The Financial Times last week announced that 50 positions in its London office would be cut as part of a ‘newsroom overhaul'. But despite the headcount reduction, the paper, according to outgoing head of comms Joanna Manning-Cooper, is trying to create ‘something a bit special'.
That ‘something', according to editor Lionel Barber, is ‘one of the most integrated multimedia newsrooms in the world'.
Barber believes a ‘radical reworking' of the editorial structure will ‘simplify and streamline' operations and ‘put the web at the centre of our newsroom'. He told employees: ‘In the past ten years we have launched international editions in the US and Asia, and an excellent website. But we haven't fundamentally changed the way we work as a newsroom.'
And he concluded by saying that the cuts, though unfortunate, are part of a plan to maximise the opportunities available in the digital age.
But do financial PR practitioners see this as a brave step forward? Or is it just an old-fashioned bid to cut overheads and try and wring the same work from fewer staff?
A new reality
Financial Dynamics London chief operating officer Tim Spratt says any investment in the FT's ability to quickly put breaking stories online must be a good thing, but adds it is too early to tell whether the cuts will affect quality. ‘The FT is up against business wires and broadcasters, so same-day news delivery is crucial,' he says.
Wires such as Reuters, Bloomberg Money and Dow Jones all deliver global business news digitally, and the FT is seemingly determined to make sure it is seen as the standard-bearer for breaking business news.
Indeed, Scottish Widows consumer/brand marketing director Mike Hoban says media owners have to embrace a ‘new reality' in which their products must maintain a consistent level of quality over more than one format.
‘The FT looks like it is responding to that, which is a good thing,' says Hoban: ‘Stories that work across different media tend to make better stories anyway.'
An increasing number of companies are appreciating the value of having their news published across different formats. For example, financial comms agencies have adapted their methods over the past couple of years to suit FT.com, particularly its agenda-setting twice-daily ‘Lex Live' email bulletin. Whereas an interview with, say, a client's CEO, might previously have been lined up to meet an afternoon deadline, Lex Live usually requires a 9am or 10am call.
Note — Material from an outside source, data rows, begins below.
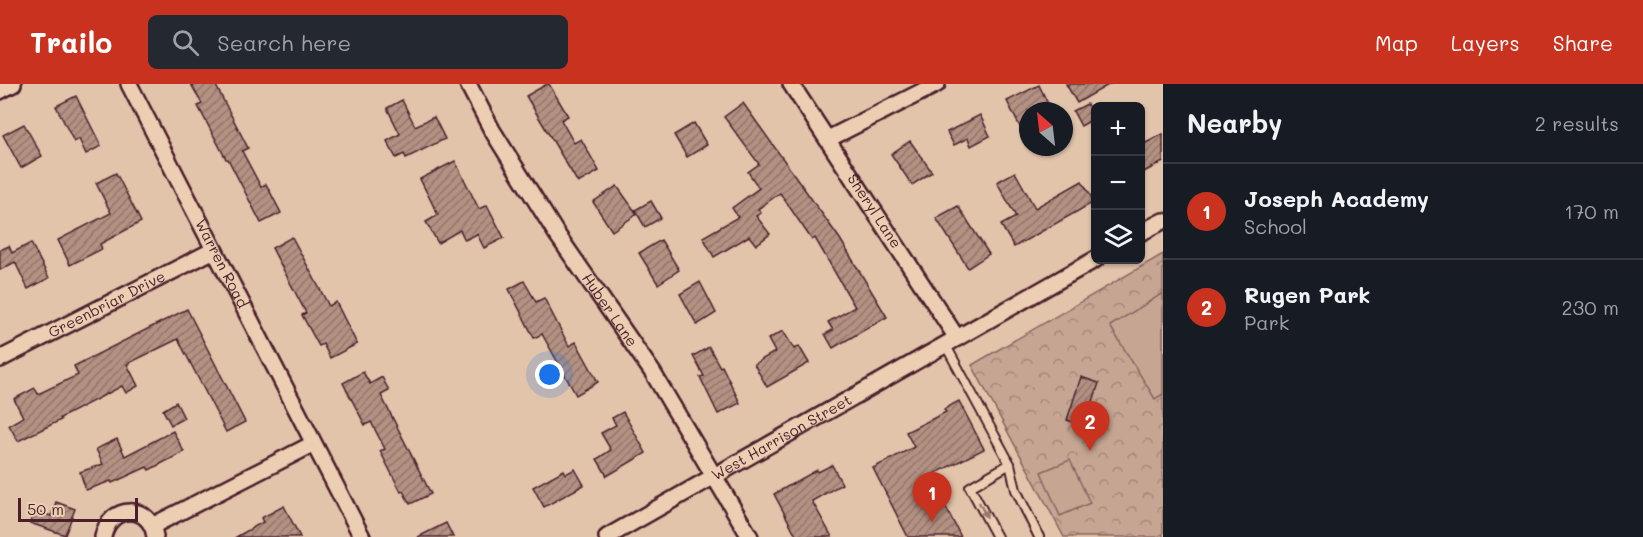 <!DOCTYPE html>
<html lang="en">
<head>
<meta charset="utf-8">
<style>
	body { margin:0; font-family:Mali,sans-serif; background:#242831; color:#f1f3f6 }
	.controls { position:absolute; right:18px; top:18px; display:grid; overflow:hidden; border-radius:9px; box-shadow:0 2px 4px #0004 }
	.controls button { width:54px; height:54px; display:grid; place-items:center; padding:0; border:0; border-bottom:2px solid #363941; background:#171b24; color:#f1f3f6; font:30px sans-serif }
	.compass { position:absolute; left:1019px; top:18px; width:54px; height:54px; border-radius:50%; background:#171b24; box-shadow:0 2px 4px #0004; rotate:332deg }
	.scale { position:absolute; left:18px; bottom:15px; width:120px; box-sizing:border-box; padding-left:6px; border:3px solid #4a1f2b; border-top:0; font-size:16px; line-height:21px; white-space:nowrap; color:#4a1f2b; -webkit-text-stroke:4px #eccfb3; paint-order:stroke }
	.you { position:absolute; left:550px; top:291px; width:21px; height:21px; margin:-15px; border:4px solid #fff; border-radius:50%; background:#1a73e8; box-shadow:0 0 0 9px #1a73e833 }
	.badge { display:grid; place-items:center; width:39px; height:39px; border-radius:50%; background:#c8321e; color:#fff; font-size:20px; font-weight:700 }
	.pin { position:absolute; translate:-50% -50px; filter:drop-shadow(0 2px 3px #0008) }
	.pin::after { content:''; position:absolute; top:32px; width:21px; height:18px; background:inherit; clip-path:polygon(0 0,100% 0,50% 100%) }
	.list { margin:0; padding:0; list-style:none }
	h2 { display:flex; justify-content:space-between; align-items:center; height:78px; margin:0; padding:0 24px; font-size:26px }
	h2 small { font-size:20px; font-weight:400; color:#9ea1a6 }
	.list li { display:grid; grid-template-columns:39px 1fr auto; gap:18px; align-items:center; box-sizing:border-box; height:96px; padding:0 24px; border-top:2px solid #363941 }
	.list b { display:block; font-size:22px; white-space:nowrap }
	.list p { margin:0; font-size:20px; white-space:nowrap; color:#9ea1a6 }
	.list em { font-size:20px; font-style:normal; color:#9ea1a6 }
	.icon { flex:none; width:33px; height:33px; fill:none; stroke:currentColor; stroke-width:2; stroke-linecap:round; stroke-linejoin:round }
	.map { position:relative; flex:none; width:1163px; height:453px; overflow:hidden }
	header { display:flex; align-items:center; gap:36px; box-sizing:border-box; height:84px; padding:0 30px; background:#c8321e; color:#fff }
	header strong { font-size:28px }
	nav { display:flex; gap:33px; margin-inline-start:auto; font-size:21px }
	.search { width:420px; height:54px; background:#242831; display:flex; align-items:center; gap:15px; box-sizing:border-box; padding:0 21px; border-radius:9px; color:#9ea1a6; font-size:22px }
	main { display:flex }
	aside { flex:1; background:#171b24 }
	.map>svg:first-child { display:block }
	.park { fill:url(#park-crowns); stroke:#88625f; stroke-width:1.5 }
	.pitch { fill:#c6a693; stroke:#88625f; stroke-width:1.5 }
	.building { fill:url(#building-hatch); stroke:#4a1f2b; stroke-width:1.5 }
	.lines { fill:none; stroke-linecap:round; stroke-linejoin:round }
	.service-casing { stroke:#4a1f2b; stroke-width:12 }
	.minor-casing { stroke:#4a1f2b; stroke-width:20 }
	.service { stroke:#eccfb3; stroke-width:8 }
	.minor { stroke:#eccfb3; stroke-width:15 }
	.oneway { fill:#9b776f }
	.labels { text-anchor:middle; stroke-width:4.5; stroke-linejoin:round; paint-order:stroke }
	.street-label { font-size:15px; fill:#4a1f2b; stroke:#eccfb3 }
</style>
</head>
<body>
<header>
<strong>Trailo</strong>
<div class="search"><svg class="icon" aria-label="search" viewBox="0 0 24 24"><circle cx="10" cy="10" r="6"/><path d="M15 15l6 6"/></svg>Search here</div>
<nav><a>Map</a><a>Layers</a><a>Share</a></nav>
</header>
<main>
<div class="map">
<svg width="1163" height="453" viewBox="0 0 1163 453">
	<defs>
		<pattern id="park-crowns" width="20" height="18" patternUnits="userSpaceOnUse" patternTransform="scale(1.5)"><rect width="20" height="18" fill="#c6a693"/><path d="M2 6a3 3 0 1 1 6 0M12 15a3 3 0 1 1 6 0" fill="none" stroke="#a38778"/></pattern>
		<pattern id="building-hatch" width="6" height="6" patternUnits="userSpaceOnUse" patternTransform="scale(1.5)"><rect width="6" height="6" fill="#b39183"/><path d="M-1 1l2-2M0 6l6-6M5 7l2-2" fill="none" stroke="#94766b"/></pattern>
	</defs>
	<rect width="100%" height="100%" fill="#e2c4ab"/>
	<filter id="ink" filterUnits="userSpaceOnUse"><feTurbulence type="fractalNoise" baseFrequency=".0167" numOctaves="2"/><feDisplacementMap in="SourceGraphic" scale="12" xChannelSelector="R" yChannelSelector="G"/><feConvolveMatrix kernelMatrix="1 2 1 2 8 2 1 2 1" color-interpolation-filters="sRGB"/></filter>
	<g filter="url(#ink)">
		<polygon class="park" points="1163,170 1163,453 1064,453 972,281"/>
		<g class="pitch">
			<polygon points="1163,209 1163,310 1155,315 1110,242"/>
			<polygon points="1070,376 1090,419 1060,432 1041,388"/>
		</g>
		<g class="building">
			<polygon points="191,0 215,0 248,64 242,67 261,103 266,100 281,129 261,139 228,75 226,75 198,22 202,20"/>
			<polygon points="547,0 549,0 568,32 561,36 574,59 581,55 599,87 578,99 526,12"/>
			<polygon points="1066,0 1110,0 1077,19"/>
			<polygon points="1039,1 1049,22 1039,27 1028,27 1028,59 1007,17"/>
			<polygon points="76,12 101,62 86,70 79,55 74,58 56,22"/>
			<polygon points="402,16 415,42 434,33 445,55 406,74 404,70 396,74 387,57 400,50 387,24"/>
			<polygon points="743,19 840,155 887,233 833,264 825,250 833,246 828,238 855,223 815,154 812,156 780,109 758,125 761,129 756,132 770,150 756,161 749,152 714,173 703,153 738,133 732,124 759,104 748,88 759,80 724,33"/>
			<polygon points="1087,20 1095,34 1081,42 1073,27"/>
			<polygon points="980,31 990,52 971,62 968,54 954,61 947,48"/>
			<polygon points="694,39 707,61 687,73 674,51"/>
			<polygon points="24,40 42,72 21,84 3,51"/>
			<polygon points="1163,50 1163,78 1140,90 1140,62"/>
			<polygon points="910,57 932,88 912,101 891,70"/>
			<polygon points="455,77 479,125 487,121 504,154 484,164 477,150 465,156 460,146 438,159 426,138 438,131 420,95"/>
			<polygon points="1015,88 1035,124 1082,97 1094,118 1014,163 1001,141 1016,133 997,98"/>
			<polygon points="116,89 141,138 100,160 102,165 70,181 58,156 111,129 96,99"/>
			<polygon points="617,102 637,130 612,147 593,118"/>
			<polygon points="651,117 661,134 645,143 635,126"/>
			<polygon points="958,122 989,170 968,184 936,134"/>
			<polygon points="292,153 329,222 336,218 357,260 330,274 323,260 319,262 302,231 306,229 272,164"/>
			<polygon points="661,156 679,186 658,200 639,169"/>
			<polygon points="31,159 49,194 28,205 15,178 0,186 0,166 9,162 12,169"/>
			<polygon points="524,197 536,218 544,214 569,262 576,258 598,298 576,311 542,250 534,254 509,205"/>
			<polygon points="700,198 716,229 697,241 680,210"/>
			<polygon points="187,225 245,338 226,348 178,255 127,280 138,302 126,309 122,302 60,334 61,336 18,357 9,341 23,333 14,315 35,304 38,310 78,291 74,282"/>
			<polygon points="783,247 794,265 799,262 809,279 767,303 754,280 775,268 768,255"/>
			<polygon points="709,263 720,283 722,282 740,319 718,330 700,293 704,292 693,272"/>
			<polygon points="363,288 370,300 382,293 389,307 381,311 431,410 410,420 403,407 401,408 380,367 385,365 371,338 365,341 343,299"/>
			<polygon points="1081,293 1099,299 1085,342 1067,336"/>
			<polygon points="959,317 984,365 930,392 961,453 908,453 873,384 914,363 906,348 946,328 944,325"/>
			<polygon points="176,318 184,334 171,341 163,326"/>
			<polygon points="623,328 646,369 607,392 597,375 611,366 601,349 616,341 612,334"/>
			<polygon points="173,347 184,368 149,386 147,383 112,399 111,397 86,406 80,388 103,380 96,365 117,355 125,372"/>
			<polygon points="832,381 842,400 812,417 832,453 797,453 774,410 817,386 818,388"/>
			<polygon points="575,385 584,401 544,423 533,403 564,386 566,390"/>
			<polygon points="56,418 75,425 65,451 30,439 34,426 51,432"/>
			<polygon points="284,422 300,453 236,453 263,438 261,434"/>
			<polygon points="446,439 453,453 418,453"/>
		</g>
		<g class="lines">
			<defs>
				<g id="service">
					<polyline points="945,260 1010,380 1016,406 1039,453"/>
					<polyline points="997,453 970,403 1010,380"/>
				</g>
				<g id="minor">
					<path id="s1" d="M129 0 362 453"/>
					<path id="s2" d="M468 0 492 46 556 149 653 289 750 453"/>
					<path id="s3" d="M791 0 957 254"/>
					<polyline points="0,7 13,0"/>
					<polyline points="828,55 937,0"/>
					<polyline points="1140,149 1163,137"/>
					<path id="s4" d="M0 275 214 166"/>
					<polyline points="152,442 313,360"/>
					<path d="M103 453C109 420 151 419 155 453"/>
					<path id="s5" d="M607 453 1096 175"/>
				</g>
			</defs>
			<use href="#service" class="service-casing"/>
			<use href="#minor" class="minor-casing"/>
			<use href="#service" class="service"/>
			<use href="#minor" class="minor"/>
		</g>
		<defs><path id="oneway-solid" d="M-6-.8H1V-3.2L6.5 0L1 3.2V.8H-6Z" transform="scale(1.5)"/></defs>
		<use class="oneway" href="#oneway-solid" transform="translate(983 426) rotate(62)"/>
	</g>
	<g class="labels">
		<g class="street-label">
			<text dy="5" stroke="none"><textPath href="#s3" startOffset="152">Sheryl Lane</textPath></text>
			<text dy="5" stroke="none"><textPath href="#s1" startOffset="202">Warren Road</textPath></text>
			<text dy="5" stroke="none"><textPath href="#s4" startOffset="120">Greenbriar Drive</textPath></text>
			<text dy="5" stroke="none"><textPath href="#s2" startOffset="267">Huber Lane</textPath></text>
			<text dy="5" stroke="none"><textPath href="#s5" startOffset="201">West Harrison Street</textPath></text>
		</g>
	</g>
</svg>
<div class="controls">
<button>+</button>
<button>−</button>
<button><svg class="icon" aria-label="layers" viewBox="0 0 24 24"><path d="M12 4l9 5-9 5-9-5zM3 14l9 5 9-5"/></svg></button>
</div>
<svg class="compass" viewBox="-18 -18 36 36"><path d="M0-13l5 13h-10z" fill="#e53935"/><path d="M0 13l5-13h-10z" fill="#9ea1a6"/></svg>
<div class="scale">50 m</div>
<div class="you"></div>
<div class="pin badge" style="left:932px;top:438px">1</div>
<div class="pin badge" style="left:1090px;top:367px">2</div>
</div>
<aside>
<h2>Nearby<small>2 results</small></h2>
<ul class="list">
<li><span class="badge">1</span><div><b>Joseph Academy</b><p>School</p></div><em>170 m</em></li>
<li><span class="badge">2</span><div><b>Rugen Park</b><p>Park</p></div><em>230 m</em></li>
</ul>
</aside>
</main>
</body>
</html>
‘This restructure should make our job easier,' says Penrose Financial managing director Gay Collins. ‘The fact that the news process is being streamlined should increase the chances of getting in both print and online versions of the paper.'
Indeed, Cathcart CEO Jackie Elliot thinks the FT's plans will mean greater opportunities for financial PROs:
‘Obviously you still have to tailor information to web and print, but if the processes at the FT are being streamlined, it should be easier to harness the power of both.'
Still the ‘gold standard'
For PR professionals, the satisfaction of seeing clients or their organisation mentioned in a positive light in the FT's hallowed pink pages remains undimmed. For instance, Richard Acworth, head of comms at Henderson Global Investors, admires the business sections of The Times and The Daily Telegraph, but says neither can offer the depth of the FT.
‘It's always nice to see your product in the hard-copy FT,' he says. ‘If people are travelling to their office in the City, there is only one thing they will be reading.'
The FT remains the ‘gold standard', concurs Paul Deane-Williams, head of PR (investment business) at Watson Wyatt: ‘It offers a unique space in the market. It has tried to become more mainstream and expand its online offering over recent years, but it still delivers a quality product.'
But will the hanging Sword of Damocles affect staff morale to an extent that it affects content? FT staff privately acknowledge that some sort of major streamlining had been on the cards: the introduction of a new production system, allowing articles to be prepared simultaneously for both print and online publication, is no great surprise.
‘FT.com is a massive drain on resources,' says one journalist, who prefers to remain anonymous. ‘The current system doesn't allow news to be channelled to the web and print versions at the same time.'
Barber has outlined that the journalists he retains must be ‘multimedia skilled, capable of writing, editing and publishing stories in both media and able to be assigned to any print or online channel as appropriate'.
Ultimately, FT managers are positioning the shake-up as a positive move designed to increase the pace and quality of the newspaper's journalism in the digital age.
If the new regime provides a slicker service without compromising the quality of the overall product, then it seems the axe-wielding will be seen to have been wholly justified.
FT: why cost-cutting was on the cards
Current operating margins at the FT are one per cent. Six years ago the figure was 27 per cent. The cutbacks are expected to save around £2.5m.
The FT made a profit of £2m last year. By contrast, parent company Pearson made £80m from its electronic info arm IDC, and a further £18m from newspapers other than the FT in the same period.
The ‘trophy value' of the FT to a rival would mean it could fetch at least £500m, analysts have predicted. A return to decent profitability will quieten the clamouring from investors for it to sell up…
…which is what City commentators believe will happen anyway. Shaving £2.5m from the wage bill would make it a more attractive buy.
Advertising revenues are expected to decline in the second half of this year.